EXERCISE: Whenever the string "Rosa" appears in a line below, please copy the line out.

Saved data entries:
· · ·

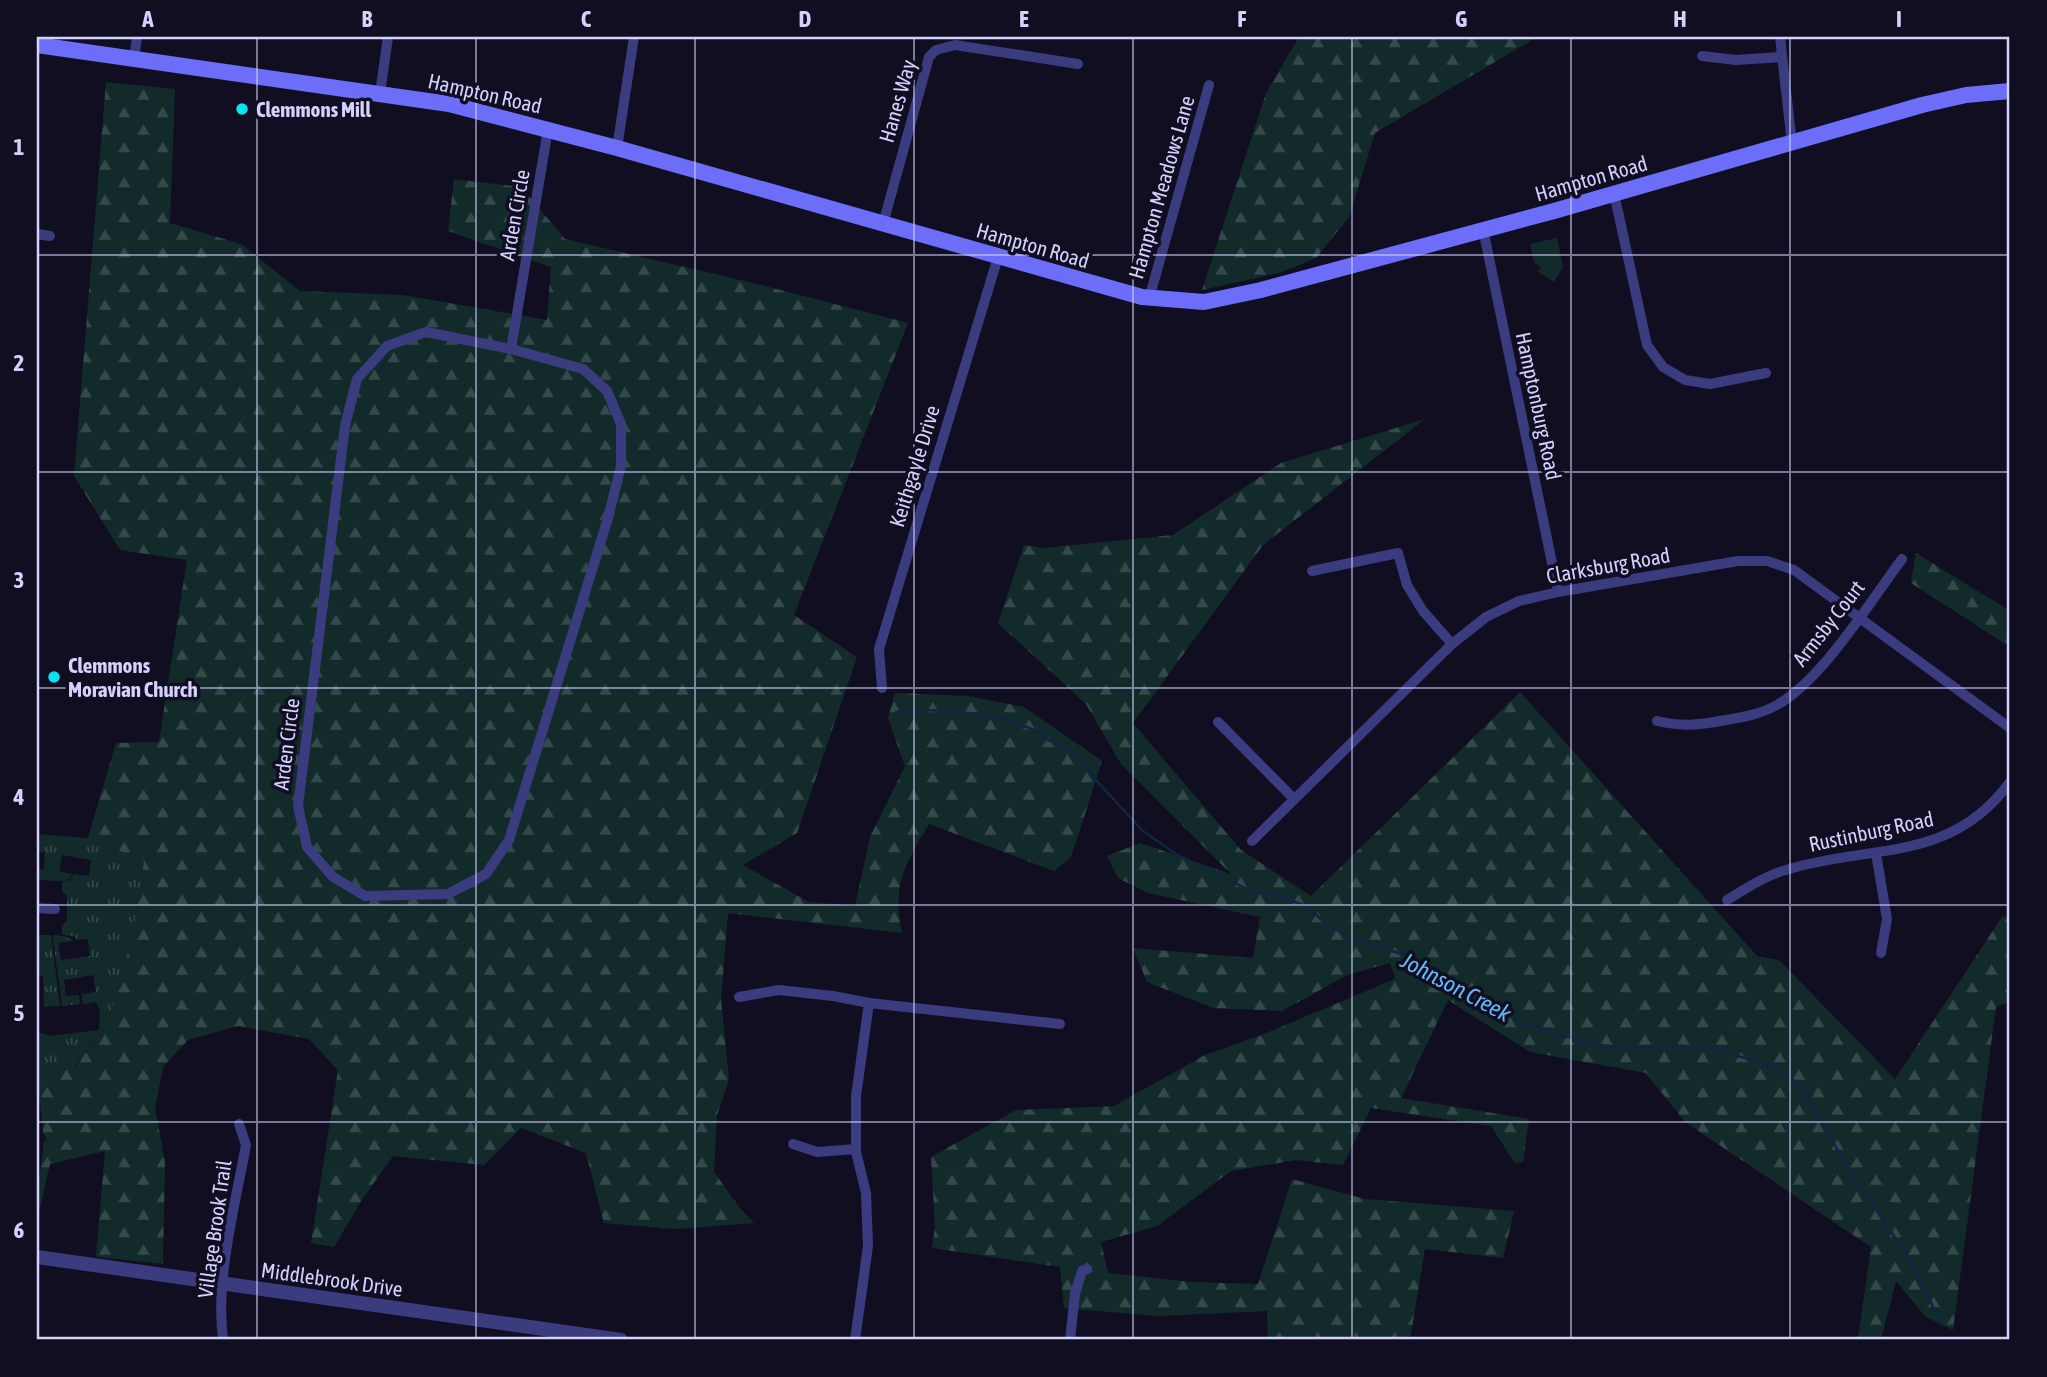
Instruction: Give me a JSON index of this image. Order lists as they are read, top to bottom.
{
  "streets": {
    "main road": ["Hampton Road"],
    "street": [
      "Hanes Way",
      "Hampton Meadows Lane",
      "Arden Circle",
      "Hamptonburg Road",
      "Keithgayle Drive",
      "Clarksburg Road",
      "Armsby Court",
      "Rustinburg Road",
      "Village Brook Trail",
      "Middlebrook Drive"
    ]
  },
  "crossings": [
    ["Hampton Road", "Hanes Way"],
    ["Hampton Road", "Hampton Meadows Lane"],
    ["Hampton Road", "Arden Circle"],
    ["Hampton Road", "Hamptonburg Road"],
    ["Hampton Road", "Keithgayle Drive"],
    ["Hamptonburg Road", "Clarksburg Road"],
    ["Clarksburg Road", "Armsby Court"],
    ["Village Brook Trail", "Middlebrook Drive"]
  ],
  "water": ["Johnson Creek"],
  "places": ["Clemmons Mill", "Clemmons Moravian Church"],
  "grid": {
    "columns": [
      "A",
      "B",
      "C",
      "D",
      "E",
      "F",
      "G",
      "H",
      "I"
    ],
    "rows": [
      "1",
      "2",
      "3",
      "4",
      "5",
      "6"
    ]
  }
}
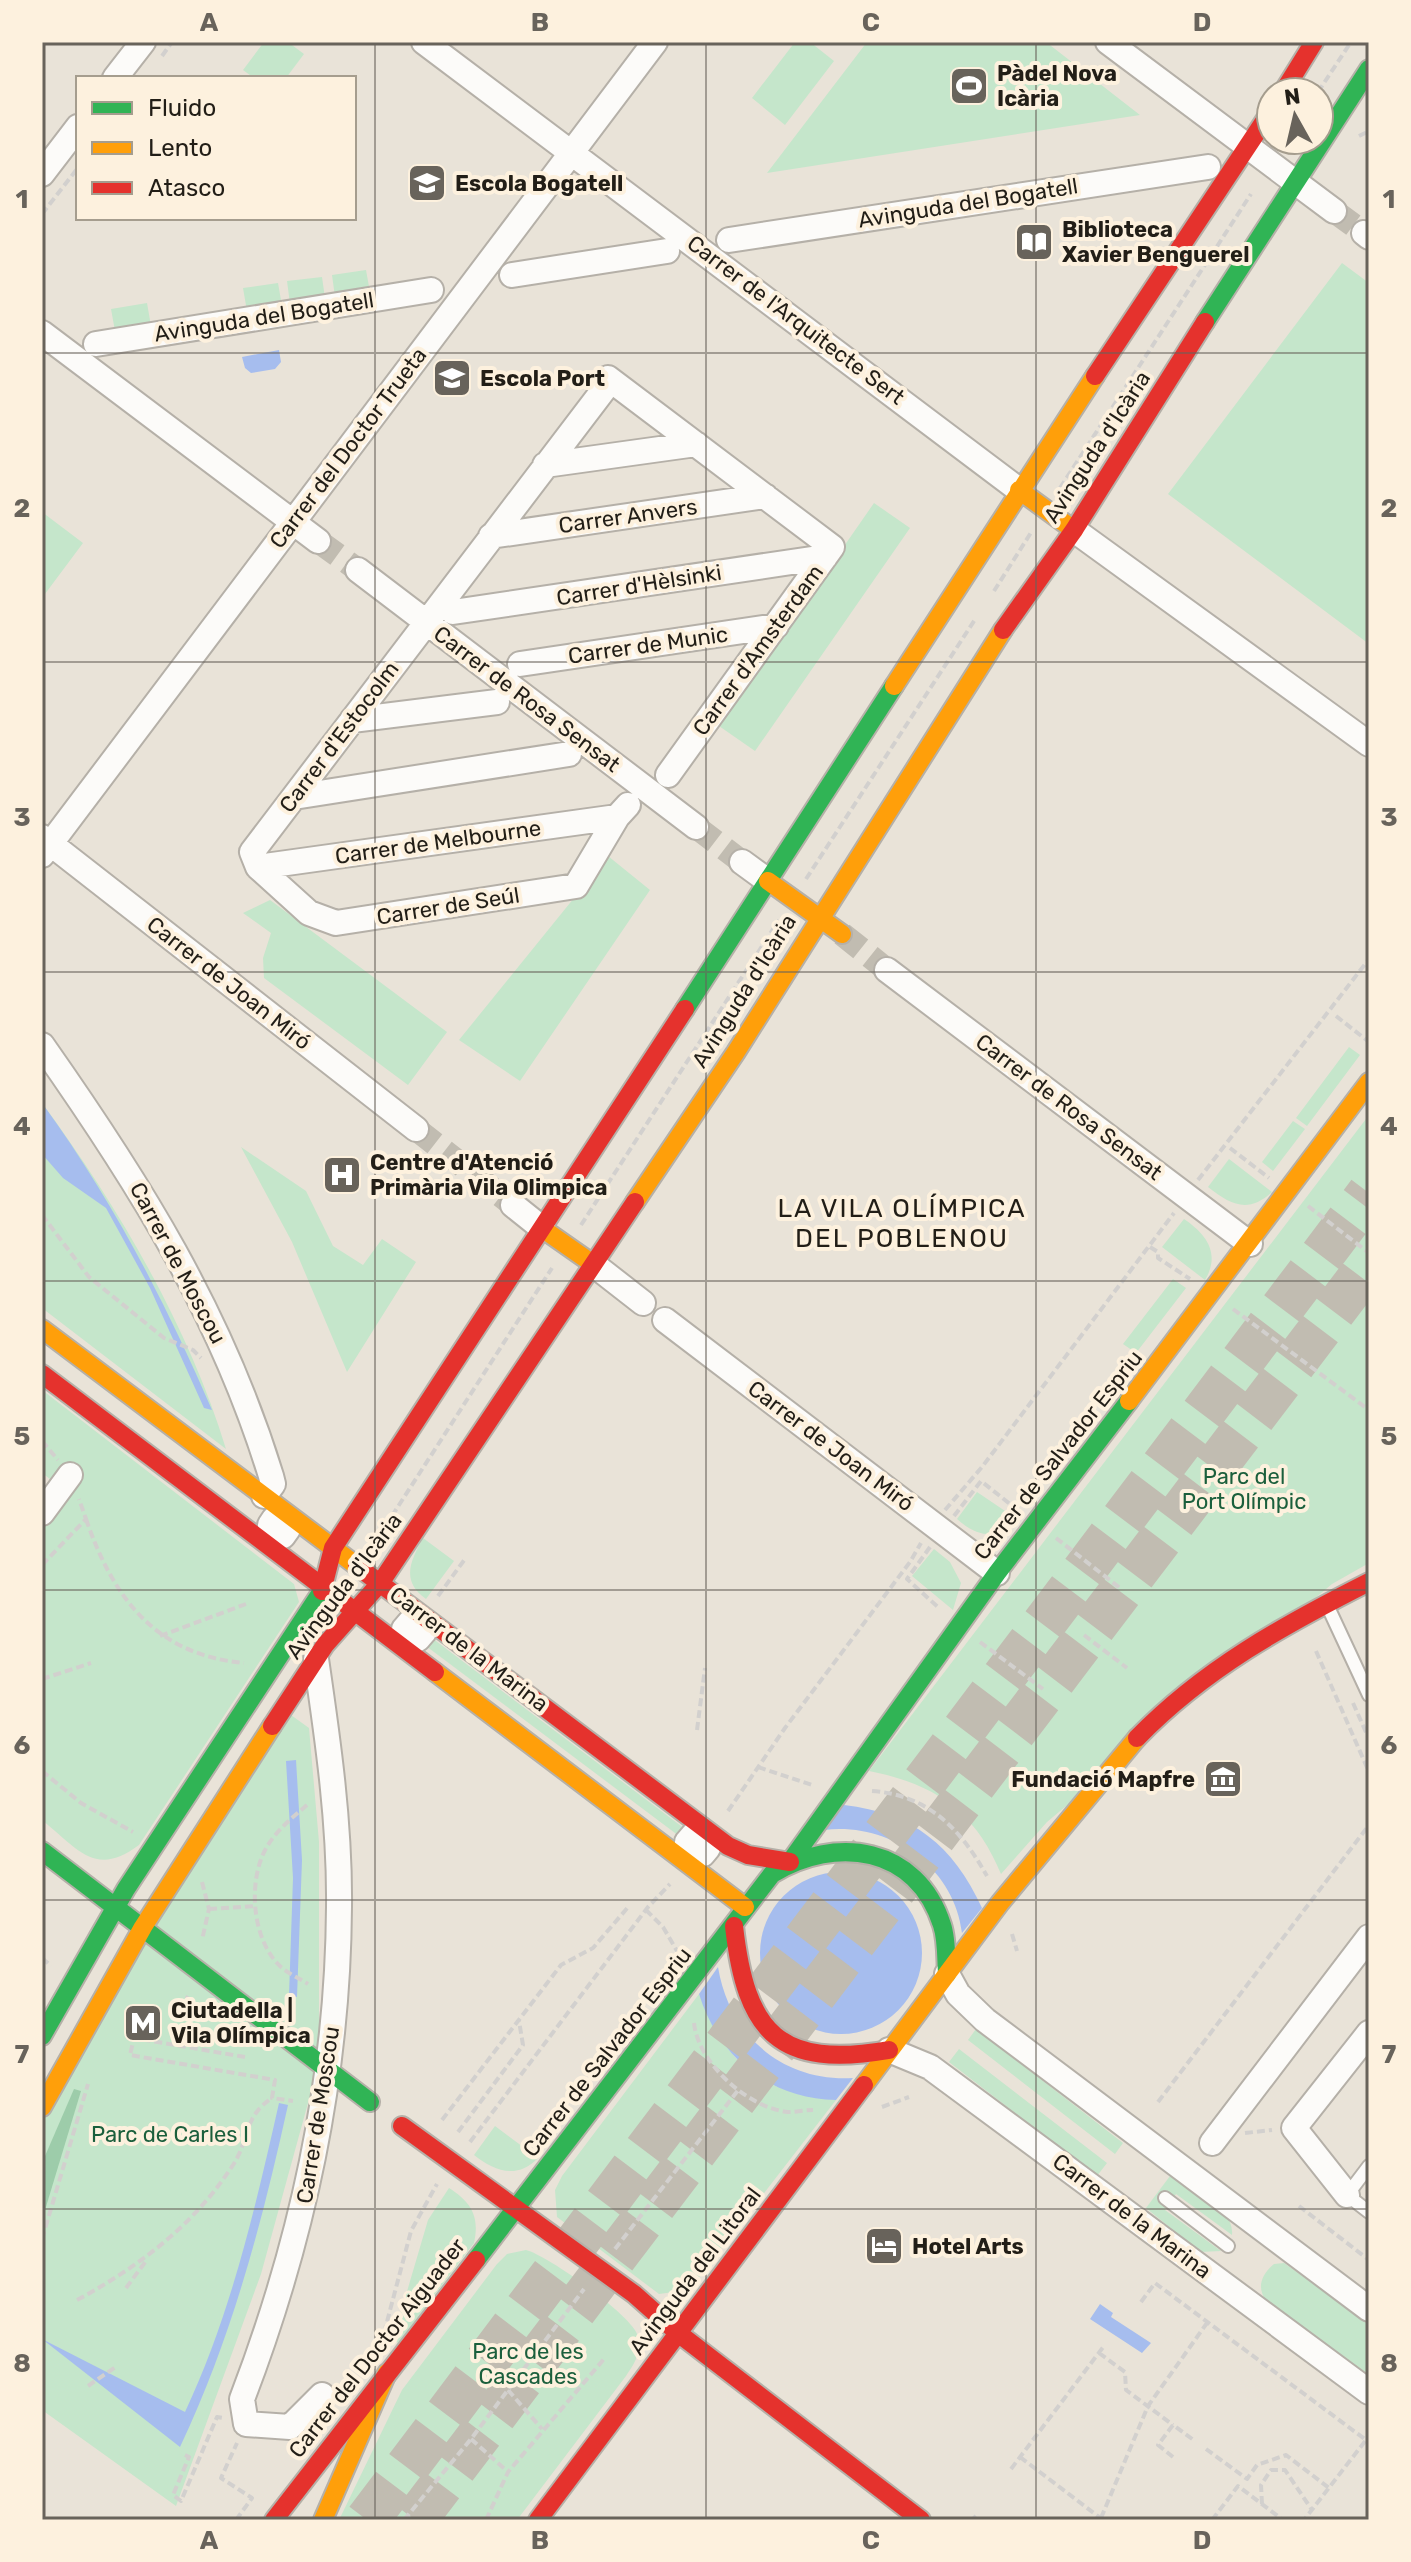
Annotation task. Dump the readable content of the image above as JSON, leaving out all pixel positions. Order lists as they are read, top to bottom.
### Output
{
  "streets": {
    "main road": [
      "Avinguda d'Icària",
      "Carrer de Salvador Espriu",
      "Carrer de la Marina",
      "Avinguda del Litoral",
      "Carrer del Doctor Aiguader"
    ],
    "street": [
      "Avinguda del Bogatell",
      "Carrer de l'Arquitecte Sert",
      "Carrer del Doctor Trueta",
      "Carrer Anvers",
      "Carrer d'Hèlsinki",
      "Carrer de Munic",
      "Carrer d'Amsterdam",
      "Carrer de Rosa Sensat",
      "Carrer d'Estocolm",
      "Carrer de Melbourne",
      "Carrer de Seúl",
      "Carrer de Joan Miró",
      "Carrer de Moscou"
    ]
  },
  "crossings": [
    ["Carrer de l'Arquitecte Sert", "Avinguda d'Icària"],
    ["Carrer de l'Arquitecte Sert", "Carrer del Doctor Trueta"],
    ["Avinguda d'Icària", "Carrer de Moscou"],
    ["Avinguda d'Icària", "Carrer de la Marina"],
    ["Carrer del Doctor Trueta", "Carrer de Joan Miró"],
    ["Carrer Anvers", "Carrer d'Amsterdam"],
    ["Carrer d'Hèlsinki", "Carrer d'Amsterdam"],
    ["Carrer de Munic", "Carrer d'Amsterdam"],
    ["Carrer d'Amsterdam", "Carrer de Rosa Sensat"],
    ["Carrer d'Amsterdam", "Carrer d'Estocolm"],
    ["Carrer de Rosa Sensat", "Carrer d'Estocolm"],
    ["Carrer de Rosa Sensat", "Carrer de Salvador Espriu"],
    ["Carrer d'Estocolm", "Carrer de Melbourne"],
    ["Carrer d'Estocolm", "Carrer de Seúl"],
    ["Carrer de Melbourne", "Carrer de Seúl"],
    ["Carrer de Joan Miró", "Carrer de Salvador Espriu"],
    ["Carrer de Moscou", "Carrer de la Marina"],
    ["Carrer de Salvador Espriu", "Carrer de la Marina"],
    ["Carrer de Salvador Espriu", "Avinguda del Litoral"],
    ["Carrer de Salvador Espriu", "Carrer del Doctor Aiguader"],
    ["Carrer de la Marina", "Avinguda del Litoral"]
  ],
  "districts": ["LA VILA OLÍMPICA DEL POBLENOU"],
  "parks": ["Parc del Port Olímpic", "Parc de Carles I", "Parc de les Cascades"],
  "places": {
    "sports": ["Pàdel Nova Icària"],
    "school or university": ["Escola Bogatell", "Escola Port"],
    "library": ["Biblioteca Xavier Benguerel"],
    "hospital": ["Centre d'Atenció Primària Vila Olimpica"],
    "museum": ["Fundació Mapfre"],
    "metro station": ["Ciutadella | Vila Olímpica"],
    "hotel": ["Hotel Arts"]
  },
  "legend": ["Fluido", "Lento", "Atasco"],
  "north": "top",
  "grid": {
    "columns": [
      "A",
      "B",
      "C",
      "D"
    ],
    "rows": [
      "1",
      "2",
      "3",
      "4",
      "5",
      "6",
      "7",
      "8"
    ]
  }
}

· · ·

RESULT BELOW:
      "Carrer de Rosa Sensat",
    ["Carrer d'Amsterdam", "Carrer de Rosa Sensat"],
    ["Carrer de Rosa Sensat", "Carrer d'Estocolm"],
    ["Carrer de Rosa Sensat", "Carrer de Salvador Espriu"],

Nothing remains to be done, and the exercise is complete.